Lawmakers hit secret VA scheme to partially privatize health care. Five congressional Democrats, all military veterans, have warned the Department of Veterans Affairs against its reported scheme to partially privatize VA health care by merging part of its system with the Defense Department’s health system. In their letter to VA Secretary David Shulkin, Reps. Anthony Brown (Md.), Ted Lieu and Salud Carabajal (Calif.), Collin Petersen (Minn.) and Ruben Gallego (Texas) criticized the merger of DOD’s Tricare system with the VA’s Choice contract care program. Choice lets vets who live too far from VA centers to use private doctors, who VA later repays.

A merger would push more vets onto a private health care system that doesn’t provide integrated care and has problems treating special disorders afflicting veterans, such as Post-Traumatic Stress Disorder and exposure to Agent Orange. It also would cost the vets more out of pocket, the lawmakers said.

“This latest attempt to dismantle the nation’s largest and most important health care system is a disgrace to the men and women who have served this country. It’s selling out veterans and the care they deserve,” said J. David Cox, a retired VA psychiatric nurse and president of the American Federation of Government Employees.

Workers raise concerns about wage theft by Amazon subcontractors. Workers subcontracted to deliver packages for Amazon, citing multiple instances of not being paid, protested at the online shopping giant’s Eagan, Minn., facility in the first step of a campaign to raise awareness of wage theft occurring in the Amazon business model, which uses large numbers of subcontractors and so-called independent contractors who lack worker rights (including the right to unionize).

The demonstration also marked a move beyond what other Amazon drivers have done: sued. Others have won worker wage theft/misclassification cases against Amazon and its subcontractors in Los Angeles, Arizona and Seattle, location of the firm’s headquarters.

U.S. becoming “hereditary aristocracy” of wealth at the top. The country is becoming a “hereditary aristocracy” with wealth concentrated among a few at the top while the rest of us struggle, a new study says. Drawing on federal data, analysts Chuck Collins and Josh Hoxie in “Billionaire Bonanza: The Forbes 400 and the Rest of Us” report the Forbes 400 of the wealthiest people in the nation own as much wealth as the bottom 64 percent, 204 million people in the United States. That’s equal to the populations of Canada and Mexico combined.

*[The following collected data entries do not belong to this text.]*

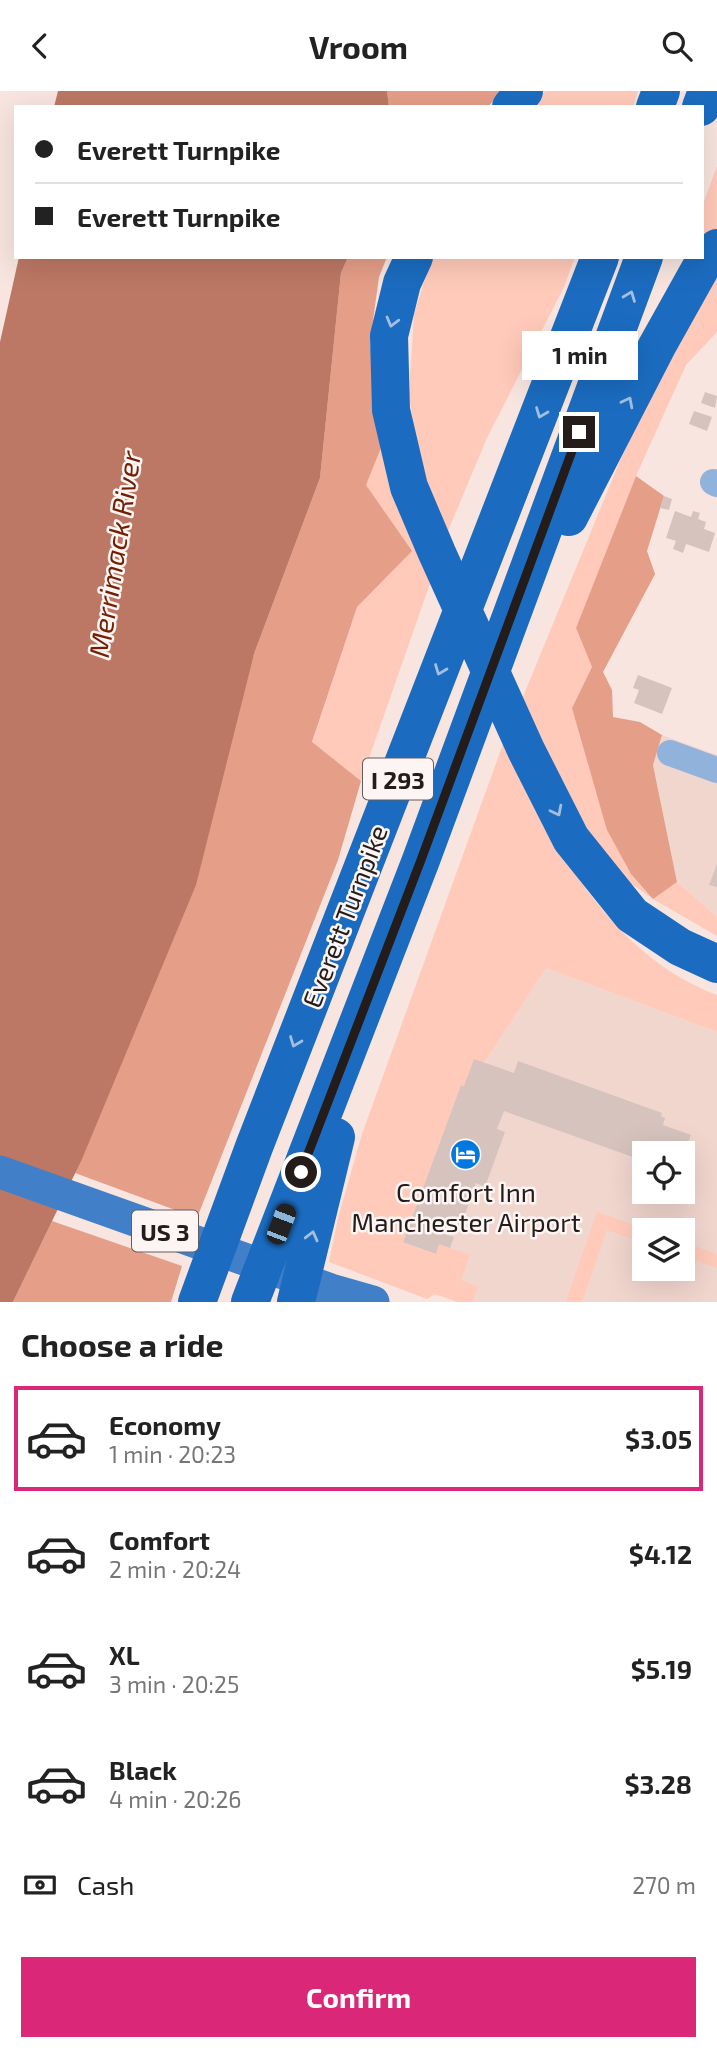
<!DOCTYPE html>
<html lang="en">
<head>
<meta charset="utf-8">
<style>
  :root { --surface:#fff; --page:#f2f2f2; --text:#222; --muted:#767676; --line:#e0e0e0; --accent:#db2777 }
  body { margin:0; font-family:"Exo 2",sans-serif; background:var(--page); color:var(--text); height:100vh; display:flex; flex-direction:column; font-size:26px; white-space:nowrap }
  * { box-sizing:border-box; margin:0 }
  p { font-size:23px; color:var(--muted) }
  .icon { flex:none; width:38px; height:38px; fill:none; stroke:currentColor; stroke-width:2; stroke-linecap:round; stroke-linejoin:round }
  .map { position:relative; height:1211px; overflow:hidden }
  .panel { display:flex; flex-direction:column; background:var(--surface); flex:1 }
  .panel>* { flex:none }
  .top-card { position:absolute; left:14px; top:14px; width:690px; height:154px; border-radius:0px; box-shadow:0 7px 28px #0002; display:grid; align-content:center; height:154px; padding:0 21px; background:var(--surface) }
  .fabs { position:absolute; left:632px; top:1050px; display:grid; gap:14px }
  .fabs a { display:grid; place-items:center; width:63px; height:63px; border-radius:0px; background:var(--surface); box-shadow:0 7px 28px #0002; font-size:35px }
  .end { position:absolute; width:32px; height:32px; margin:-16px; border:9px solid #231c1a; background:#fff; box-shadow:0 0 0 4px #fff }
  .from { border-radius:50% }
  .bubble { position:absolute; height:49px; border-radius:0px; background:var(--surface); box-shadow:0 7px 28px #0002; font-size:23px; font-weight:700; line-height:49px; text-align:center }
  .car { position:absolute; width:21px; height:42px; margin:-21px -10px; border-radius:9px; box-shadow:0 0 5px 2px #0007; background:linear-gradient(#222 24%,#8ab4d8 0 40%,#222 0 76%,#8ab4d8 0 86%,#222 0) }
  .top-card b { display:flex; align-items:center; gap:24px; height:66px; font-size:26px }
  .top-card b+b { border-top:2px solid var(--line) }
  .top-card i { width:18px; height:18px; background:var(--text) }
  ul { padding:0; list-style:none }
  li { display:flex; align-items:center; gap:21px; height:105px; margin:0 14px 10px; padding:0 7px; border:4px solid transparent; border-radius:0px }
  li div { flex:1 }
  li b { display:block; font-size:26px }
  li em { font-style:normal; font-weight:700 }
  li.selected { border-color:var(--accent) }
  li>.icon { width:63px; height:63px; stroke-width:1.5 }
  h2 { padding:0 21px; font-size:32px; line-height:84px }
  .pay { display:flex; align-items:center; gap:18px; height:77px; padding:0 21px; font-size:26px }
  .pay p { margin-inline-start:auto }
  .cta { display:flex; gap:14px; margin-top:auto; padding:14px 21px }
  .cta a { flex:1; height:80px; border-radius:0px; background:var(--accent); color:#fff; font-size:28px; font-weight:700; line-height:80px; text-align:center }
  header { display:flex; justify-content:space-between; align-items:center; height:91px; padding:0 21px; background:var(--surface); font-size:32px; font-weight:700 }
  .map>svg:first-child { display:block }
  .built { fill:#f1d6ce; fill-rule:evenodd }
  .green { fill:#ffcaba }
  .forest { fill:#e59e88 }
  .water { fill:#bc7864 }
  .building { fill:#d6c3be }
  .lines { fill:none; stroke-linecap:round; stroke-linejoin:round }
  .minor { stroke:#91b2da; stroke-width:26 }
  .major { stroke:#4180c8; stroke-width:33 }
  .highway { stroke:#1b6cc0; stroke-width:38 }
  .oneway { stroke:#a3bedf }
  .route { stroke:#231c1a; stroke-width:9 }
  .labels { text-anchor:middle; dominant-baseline:central; stroke-width:5; stroke-linejoin:round; paint-order:stroke }
  .shield { fill:#fdf5f3; stroke:#645d5b; stroke-width:2 }
  .shield-label { font-size:24px; font-weight:bold; fill:#231c1a }
  .street-label { font-size:26px; fill:#231c1a; stroke:#fdf5f3 }
  .poi-label { font-size:26px; fill:#231c1a; stroke:#fdf5f3 }
  .water-label { font-size:28px; font-style:italic; fill:#711e01; stroke:#fdf5f3 }
</style>
</head>
<body>
<header><svg class="icon" aria-label="back" viewBox="0 0 24 24"><path d="M15 5l-7 7 7 7"/></svg>Vroom<svg class="icon" aria-label="search" viewBox="0 0 24 24"><circle cx="10" cy="10" r="6"/><path d="M15 15l6 6"/></svg></header>
<div class="map">
<svg width="717" height="1211" viewBox="0 0 717 1211">
  <rect width="100%" height="100%" fill="#f8e5df"/>
  <path class="built" d="M662,644L717,664V826L677,791L653,673Z
    M546,877L717,941V1211H458L435,1203L427,1208L393,1179L461,994L464,995L484,972ZM644,1062H682V1101H644ZM644,1139H682V1178H644Z"/>
  <path class="green" d="M545,0H638L633,16H533Z
    M717,75V142L702,160V116Z
    M432,166H575L564,196L487,347L448,440L420,379L409,303L414,223Z
    M717,176V241L686,274L636,385L576,537L592,576L572,617L653,807L677,791L717,826V845L653,808L602,772L522,608L620,370L703,193Z
    M381,357L432,487L361,690L312,652L357,516L411,460L366,394Z
    M503,653C551,751 609,863 717,904V941L546,877L484,972L464,995L461,994L403,1151L435,1163L439,1153L470,1164L461,1189L478,1196L472,1211H458L435,1203L427,1208L329,1171L338,1127L362,1043Z
    M597,1121L649,1139H644V1152L607,1139L582,1211L566,1210Z
    M682,1151L717,1163V1177L683,1165Z"/>
  <path class="forest" d="M387,0H501L488,16H389Z
    M348,166H387L379,186L370,251L381,357L366,394L412,460L357,516L312,651L361,690L338,769L197,1127L75,1082L123,965L254,563L320,387L341,182Z
    M636,385L664,405L647,460L655,483L603,581L612,599L613,626L640,631L662,644L653,674L677,791L653,808L631,783L607,739L572,617L592,576L576,537Z
    M52,1130L182,1175L171,1211H13Z"/>
  <path class="water" d="M58,0H387L389,16H54Z
    M19,166H348L341,182L320,387L254,563L196,794L82,1068L13,1211H0V251Z"/>
  <path class="building" d="M705,301L717,305L715,317L701,312Z
    M694,320L712,326L707,340L689,333Z
    M664,405L672,408L669,419L660,417Z
    M675,420L691,426L693,420L700,422L698,428L706,431L704,438L715,442L709,461L686,453L683,462L673,458L676,450L666,447Z
    M638,584L672,597L662,623L634,612L639,599L633,597Z
    M717,773V796L709,794Z
    M474,968L514,982L518,970L662,1022L661,1025L665,1027L663,1034L691,1044L684,1062L660,1060L659,1062H644V1070L504,1020L497,1038L505,1041L485,1096L476,1092L459,1140L446,1135L444,1143L454,1146L450,1157L439,1153L436,1163L403,1151L461,994L464,995Z"/>
  <g class="lines">
    <path class="minor" d="M713,391L717,393
      M670,662L717,679"/>
    <path class="major" d="M0,1081L331,1199L373,1211"/>
    <path class="highway" d="M511,16L524,0
      M655,16L661,0
      M701,16L707,0
      M414,166L402,192L389,245L391,319L409,396L437,462L526,659L571,748L632,824L680,856L717,873
      M569,426L657,255L705,169L717,157
      M197,1211L254,1056L600,166
      M250,1211L421,769L644,166
      M296,1211L336,1046"/>
  </g>
  <defs><path id="oneway-chevron" d="M-2-3.5L2.5 0L-2 3.5" fill="none" stroke-width="1.6" stroke-linecap="round" stroke-linejoin="round" transform="scale(1.75)"/></defs>
  <g class="oneway">
    <use href="#oneway-chevron" transform="translate(630 205) rotate(-69)"/>
    <use href="#oneway-chevron" transform="translate(392 231) rotate(105)"/>
    <use href="#oneway-chevron" transform="translate(628 311) rotate(-63)"/>
    <use href="#oneway-chevron" transform="translate(541 322) rotate(111)"/>
    <use href="#oneway-chevron" transform="translate(440 579) rotate(111)"/>
    <use href="#oneway-chevron" transform="translate(557 720) rotate(63)"/>
    <use href="#oneway-chevron" transform="translate(295 951) rotate(111)"/>
    <use href="#oneway-chevron" transform="translate(312 1145) rotate(-76)"/>
  </g>
  <g class="lines">
    <path class="route" d="M301,1081L421,769L579,341"/>
  </g>
  <defs>
    <symbol id="hotel-disc" viewBox="-11 -11 22 22"><circle r="9.5" fill="#0178df" stroke="#fdf5f3"/><path d="M-6-4.5h1.5V1H6V5H4.5V3h-9V5H-6ZM-4 0a1.8 1.8 0 1 1 3.6 0ZM.5 0V-2.5h3Q6-2.5 6 0Z" fill="#fff"/></symbol>
  </defs>
  <g fill-rule="evenodd">
    <use href="#hotel-disc" x="448" y="1046" width="35" height="35"/>
  </g>
  <g class="labels">
    <g class="shield">
      <rect x="363" y="667.5" width="70" height="41" rx="5"/>
      <rect x="132" y="1119.5" width="66" height="41" rx="5"/>
    </g>
    <g class="shield-label">
      <text x="398" y="688">I 293</text>
      <text x="165" y="1140">US 3</text>
    </g>
    <g class="street-label">
      <text transform="translate(344 825) rotate(-69)">Everett Turnpike</text>
    </g>
    <g class="poi-label">
      <text x="466" y="1100">Comfort Inn<tspan x="466" dy="30">Manchester Airport</tspan></text>
    </g>
    <g class="water-label">
      <text transform="translate(114 463) rotate(-81)">Merrimack River</text>
    </g>
  </g>
</svg>
<div class="fabs">
<a><svg class="icon" aria-label="locate" viewBox="0 0 24 24"><circle cx="12" cy="12" r="6"/><path d="M12 2v4M12 18v4M2 12h4M18 12h4"/></svg></a>
<a><svg class="icon" aria-label="layers" viewBox="0 0 24 24"><path d="M12 4l9 5-9 5-9-5zM3 14l9 5 9-5"/></svg></a>
</div>
<i class="end from" style="left:301px;top:1081px"></i>
<i class="end" style="left:579px;top:341px"></i>
<div class="bubble" style="left:522px;top:240px;width:116px">1 min</div>
<i class="car" style="left:281px;top:1133px;rotate:21deg"></i>
<div class="top-card">
<b><i class="from"></i>Everett Turnpike</b>
<b><i></i>Everett Turnpike</b>
</div>
</div>
<section class="panel">
<h2>Choose a ride</h2>
<ul>
<li class="selected"><svg class="icon" aria-label="car" viewBox="0 0 24 24"><path d="M5 17H2v-5l4-1 3-4h7l3 4 3 1v5h-3M9 17h6M6 11h13"/><circle cx="7" cy="17" r="2"/><circle cx="17" cy="17" r="2"/></svg><div><b>Economy</b><p>1 min · 20:23</p></div><em>$3.05</em></li>
<li><svg class="icon" aria-label="car" viewBox="0 0 24 24"><path d="M5 17H2v-5l4-1 3-4h7l3 4 3 1v5h-3M9 17h6M6 11h13"/><circle cx="7" cy="17" r="2"/><circle cx="17" cy="17" r="2"/></svg><div><b>Comfort</b><p>2 min · 20:24</p></div><em>$4.12</em></li>
<li><svg class="icon" aria-label="car" viewBox="0 0 24 24"><path d="M5 17H2v-5l4-1 3-4h7l3 4 3 1v5h-3M9 17h6M6 11h13"/><circle cx="7" cy="17" r="2"/><circle cx="17" cy="17" r="2"/></svg><div><b>XL</b><p>3 min · 20:25</p></div><em>$5.19</em></li>
<li><svg class="icon" aria-label="car" viewBox="0 0 24 24"><path d="M5 17H2v-5l4-1 3-4h7l3 4 3 1v5h-3M9 17h6M6 11h13"/><circle cx="7" cy="17" r="2"/><circle cx="17" cy="17" r="2"/></svg><div><b>Black</b><p>4 min · 20:26</p></div><em>$3.28</em></li>
</ul>
<div class="pay"><svg class="icon" aria-label="cash" viewBox="0 0 24 24"><path d="M3 7h18v10H3z"/><circle cx="12" cy="12" r="2"/></svg>Cash<p>270 m</p></div>
<div class="cta"><a>Confirm</a></div>
</section>
</body>
</html>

“The elite ranks of our billionaire class continue to pull apart from the rest of us,” the report says. “We have not witnessed such extreme levels of concentrated wealth and power since the first Gilded Age more than a century ago. Such staggering levels of wealth inequality threaten our democracy, compound racial and class divisions, undermine social cohesion and destabilize our economy,” the authors warn.

Collins and Hoxie see a sign of hope: an “emerging anti-inequality movement” of students in deep debt, workers whose incomes have been flat for decades and families whose wealth is at zero or below. “Over the course of little more than a generation,” a similar movement in the Progressive Era “fashioned a much more equal America. We can do the same.”

Teamsters claim big win vs. largest opioid distributor. In a big win for shareholder activism, and in particular for Teamsters Secretary-Treasurer Ken Hall, stockholders in the nation’s largest opioid distributor, McKesson, voted down the firm’s compensation policies and ordered the board to split the positions of chairman and CEO. The twin moves punished current boss John Hammergren for his failure to halt the company’s role in the opioid scourge.
“For the first time ever, shareholders voted to hold a company accountable for its role in the opioid epidemic,” said Hall, a West Virginian whose state has been hit notably hard by the plague. “The country’s largest drug distributor cannot get away with ballooning executive pay and failures in oversight as Americans die every day from opioid addiction.”

McKesson is the top drug distributor in the nation, but paid particular attention to flooding West Virginia with the pharmaceuticals. With McKesson leading the way, the three largest drug distributors shipped enough hydrocodone and oxycodone pills to West Virginia from 2007-12 to provide 235 pills to every West Virginian.

Though the Teamsters – and West Virginia officials — have led the charge against the drug firms’ overdosing customers on opioids, other unions and other states are joining in, Teamster magazine reported. Besides West Virginia, state Treasurers in Illinois, Pennsylvania and California sent letters to the drug company czars “reinforcing the union’s call for them to address the business practices that have led to the opioid crisis,” the magazine added.

Three more campuses show union activism. Within weeks, employees at Columbia College in Chicago went on strike, Fordham University voted to unionize, and the University of Georgia launched an organizing drive.